"You Rascal You" is an American song written by Sam Theard in 1929, and legally titled "I'll Be Glad When You're Dead." The lyrics take the form of threats and complaints leveled against a man who has repaid the singer's hospitality and kindness by running off with the singer's wife.

Popular versions of the song were released by The Mills Brothers (#3 Pop, 1932), Red Nichols & His Five Pennies (#17 Pop, 1931), Cab Calloway (#17 Pop, 1931) and Louis Armstrong (#13, 1931).

It has also been recorded by Clarence Willams, Sidney Bechet, Fats Waller, Tampa Red, Louis Jordan, Jimmie Noone, Cab Calloway, Champion Jack Dupree, Louis Prima, Fats Domino, John Fogerty, Dr. John, Henry "Rufe" Johnson, Serge Gainsbourg alone and in a duet with Eddy Mitchell, Ingrid Michaelson, Taj Mahal, and Hanni El Khatib, whose version was used in a television advertisement for the movie The Imposter.

Theard made a follow-up song in 1930 titled "I Done Caught That Rascal Now".

In other media

Louis Armstrong and his orchestra performed the song in the Betty Boop cartoon I'll Be Glad When You're Dead, You Rascal You (1932). It is also performed by, then child star, Sammy Davis Jr. in Rufus Jones for President  (1932). Armstrong also had a history of performing this song live, notably dedicating it to the police at the Peabody Hotel in Memphis after being arrested earlier for sitting next to his manager's white wife on the bus.

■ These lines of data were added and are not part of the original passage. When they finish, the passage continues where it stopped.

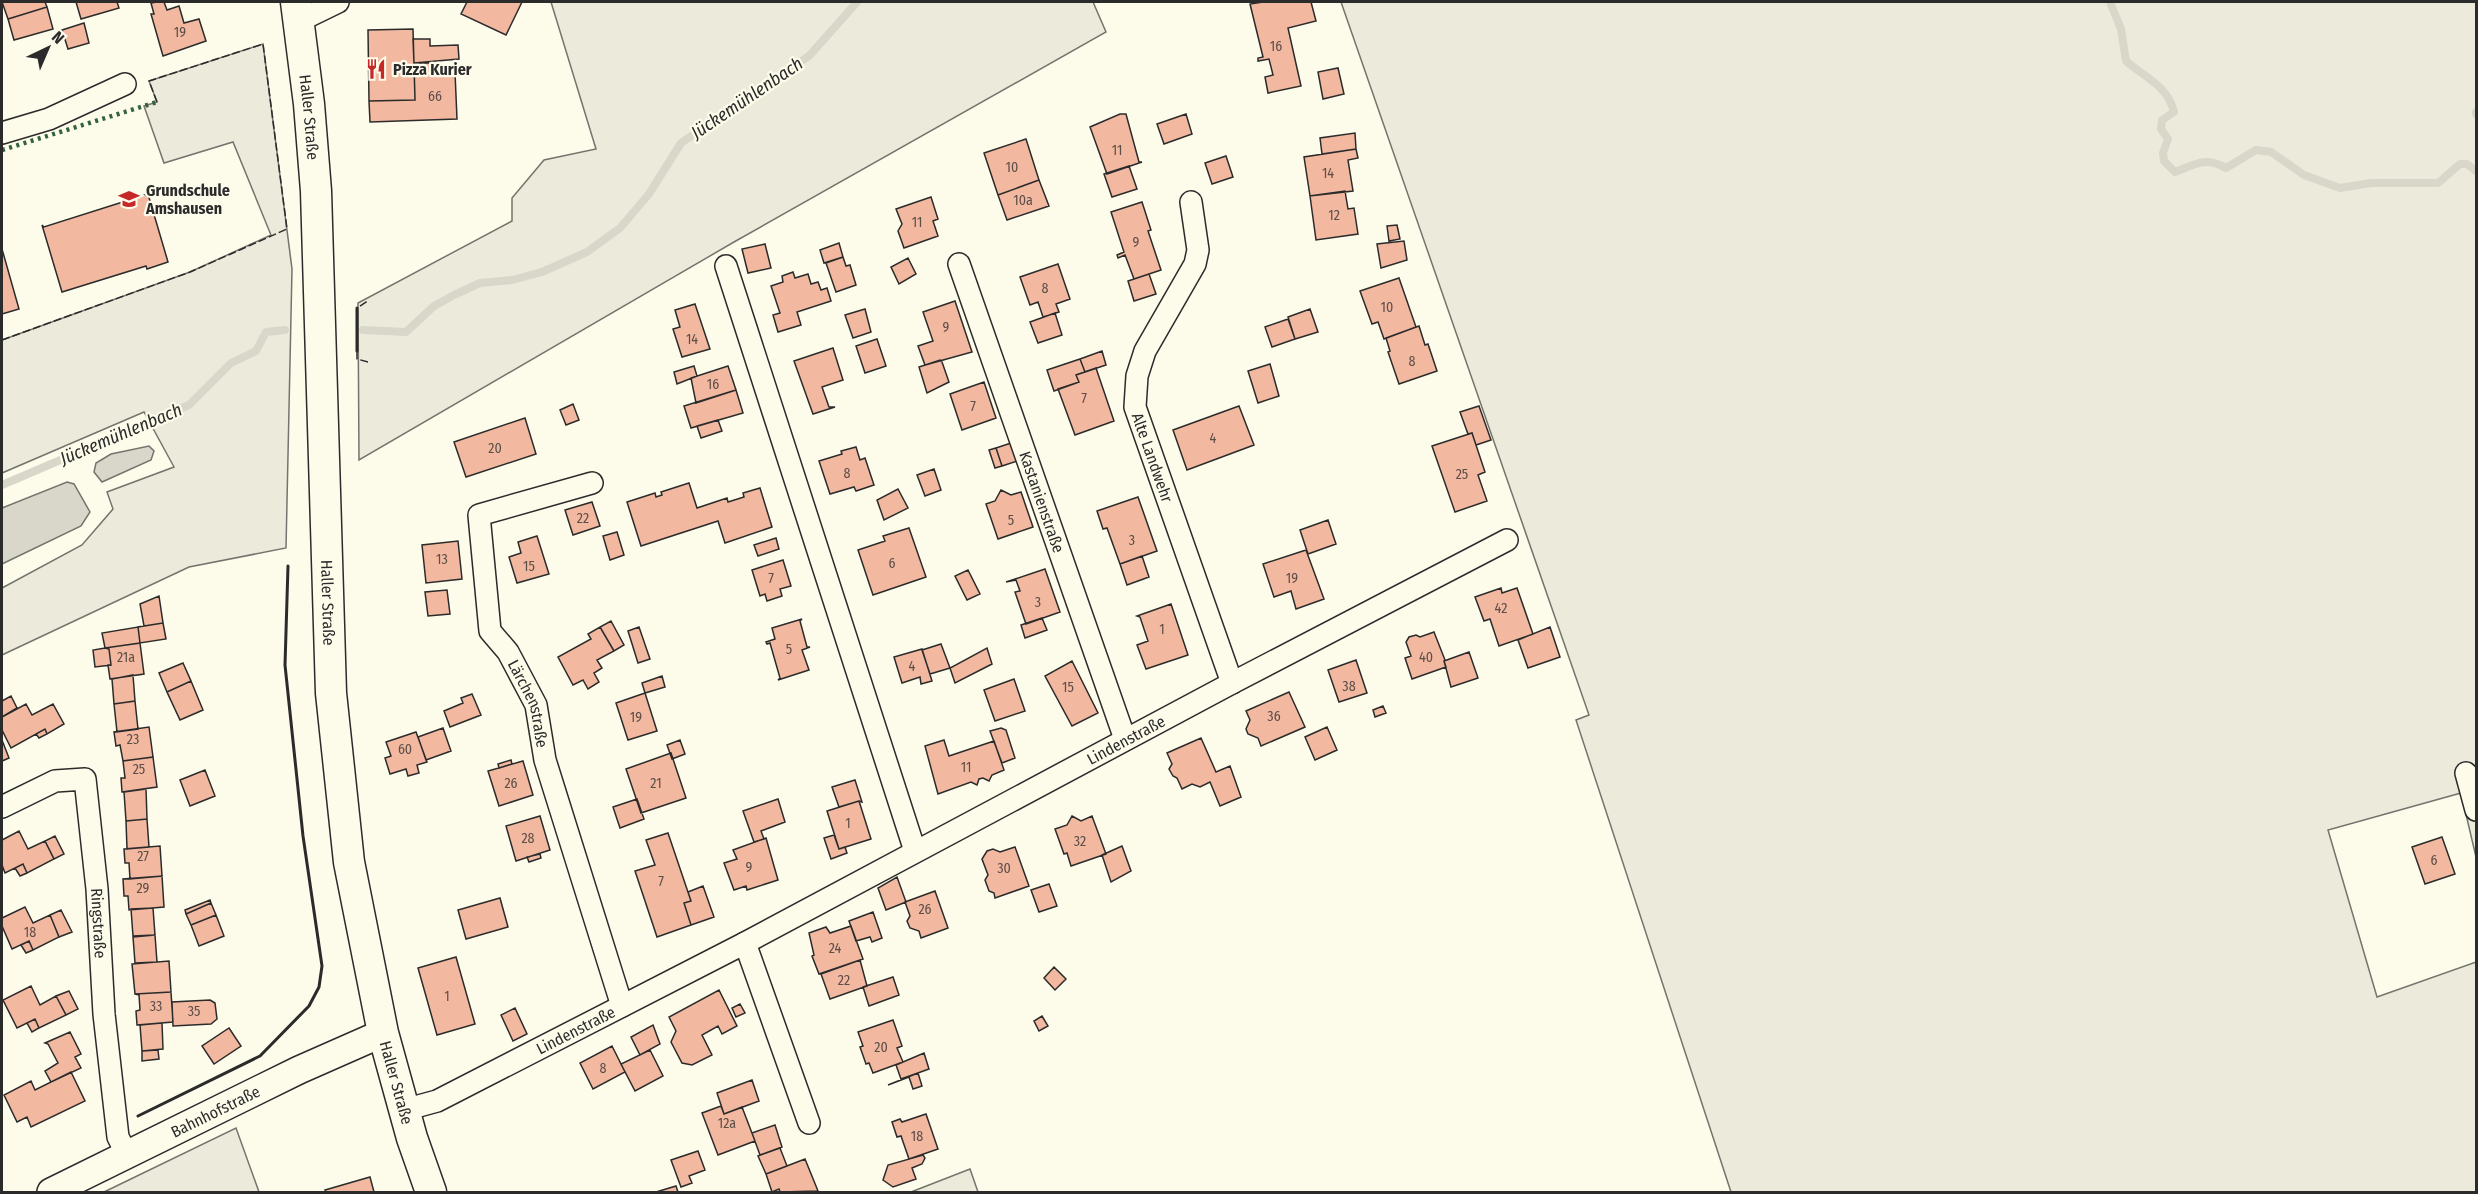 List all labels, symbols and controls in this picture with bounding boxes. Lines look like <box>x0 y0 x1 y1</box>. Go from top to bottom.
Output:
north arrow <box>18 18 78 78</box>
house number: 19 <box>174 24 186 41</box>
text: N <box>48 27 68 48</box>
house number: 16 <box>1270 38 1282 55</box>
water label: Jückemühlenbach <box>686 52 807 144</box>
restaurant icon: Pizza Kurier <box>364 57 388 81</box>
place label: Pizza Kurier <box>393 60 472 79</box>
street label: Haller Straße <box>295 73 322 161</box>
house number: 66 <box>428 88 442 105</box>
house number: 11 <box>1112 142 1122 159</box>
house number: 10 <box>1006 159 1018 176</box>
house number: 14 <box>1322 165 1334 182</box>
place label: Grundschule Amshausen <box>145 181 230 218</box>
school or university icon: Grundschule Amshausen <box>117 187 141 211</box>
house number: 10a <box>1013 192 1033 209</box>
house number: 12 <box>1328 207 1340 224</box>
house number: 11 <box>912 214 922 231</box>
house number: 9 <box>1133 234 1140 251</box>
house number: 8 <box>1042 280 1049 297</box>
house number: 10 <box>1381 299 1393 316</box>
house number: 9 <box>943 319 950 336</box>
house number: 14 <box>686 331 698 348</box>
house number: 8 <box>1409 353 1416 370</box>
house number: 16 <box>707 376 719 393</box>
house number: 7 <box>1081 390 1087 407</box>
water label: Jückemühlenbach <box>56 398 185 470</box>
house number: 7 <box>970 398 976 415</box>
street label: Alte Landwehr <box>1128 410 1177 505</box>
house number: 4 <box>1210 430 1217 447</box>
house number: 20 <box>488 440 502 457</box>
street label: Kastanienstraße <box>1015 449 1068 555</box>
house number: 8 <box>844 465 851 482</box>
house number: 25 <box>1456 466 1468 483</box>
house number: 22 <box>577 510 589 527</box>
house number: 5 <box>1008 512 1014 529</box>
house number: 3 <box>1129 532 1135 549</box>
house number: 13 <box>436 551 448 568</box>
house number: 6 <box>889 555 896 572</box>
house number: 15 <box>523 558 535 575</box>
street label: Haller Straße <box>317 560 339 646</box>
house number: 7 <box>768 570 774 587</box>
house number: 19 <box>1286 570 1298 587</box>
house number: 3 <box>1035 594 1041 611</box>
house number: 42 <box>1495 600 1507 617</box>
house number: 1 <box>1159 621 1165 638</box>
house number: 5 <box>786 641 792 658</box>
house number: 21a <box>117 649 135 666</box>
house number: 40 <box>1419 649 1433 666</box>
street label: Lärchenstraße <box>504 656 552 749</box>
house number: 4 <box>909 658 916 675</box>
house number: 38 <box>1342 678 1356 695</box>
house number: 15 <box>1062 679 1074 696</box>
house number: 36 <box>1267 708 1281 725</box>
house number: 19 <box>630 709 642 726</box>
street label: Lindenstraße <box>1084 711 1168 769</box>
house number: 23 <box>127 731 139 748</box>
house number: 60 <box>398 741 412 758</box>
house number: 11 <box>961 759 971 776</box>
house number: 25 <box>133 761 145 778</box>
house number: 26 <box>504 775 518 792</box>
house number: 21 <box>650 775 662 792</box>
house number: 1 <box>845 815 851 832</box>
house number: 28 <box>521 830 535 847</box>
house number: 32 <box>1074 833 1086 850</box>
house number: 27 <box>137 848 149 865</box>
house number: 6 <box>2431 852 2438 869</box>
house number: 9 <box>746 859 753 876</box>
house number: 30 <box>997 860 1011 877</box>
house number: 7 <box>658 873 664 890</box>
house number: 29 <box>137 880 150 897</box>
street label: Ringstraße <box>87 888 110 959</box>
house number: 26 <box>918 901 932 918</box>
house number: 18 <box>24 924 36 941</box>
house number: 24 <box>829 940 842 957</box>
house number: 22 <box>838 972 850 989</box>
house number: 1 <box>444 988 450 1005</box>
house number: 33 <box>150 998 162 1015</box>
street label: Lindenstraße <box>533 1002 619 1058</box>
house number: 35 <box>188 1003 200 1020</box>
street label: Haller Straße <box>376 1039 417 1127</box>
house number: 20 <box>874 1039 888 1056</box>
house number: 8 <box>600 1060 607 1077</box>
street label: Bahnhofstraße <box>168 1082 263 1142</box>
house number: 12a <box>718 1115 736 1132</box>
house number: 18 <box>911 1128 923 1145</box>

The song can also be found in the Gary Cooper movie, The General Died at Dawn (1936).  Part of this song is sung by the character Brighton, played by William Frawley.

The song opens Grumpier Old Men.

This song was also performed in the 1942 movie Reunion in France.

The song is referenced and reproduced in part in Isaac Asimov's novel I, Robot.

The song is referenced in Rudolph Fisher's novel The Conjure-Man Dies: A Mystery Tale of Dark Harlem (1932).

The song is referenced repeatedly, music is on audio trace, and snatches are sung in the Made for HBO movie, The Last of the Blonde Bombshells (2000) with Judi Dench, Olympia Dukakis, Ian Holm, Billie Whitelaw and Joan Sims.  It becomes a shared catchphrase between her character and that character's granddaughter.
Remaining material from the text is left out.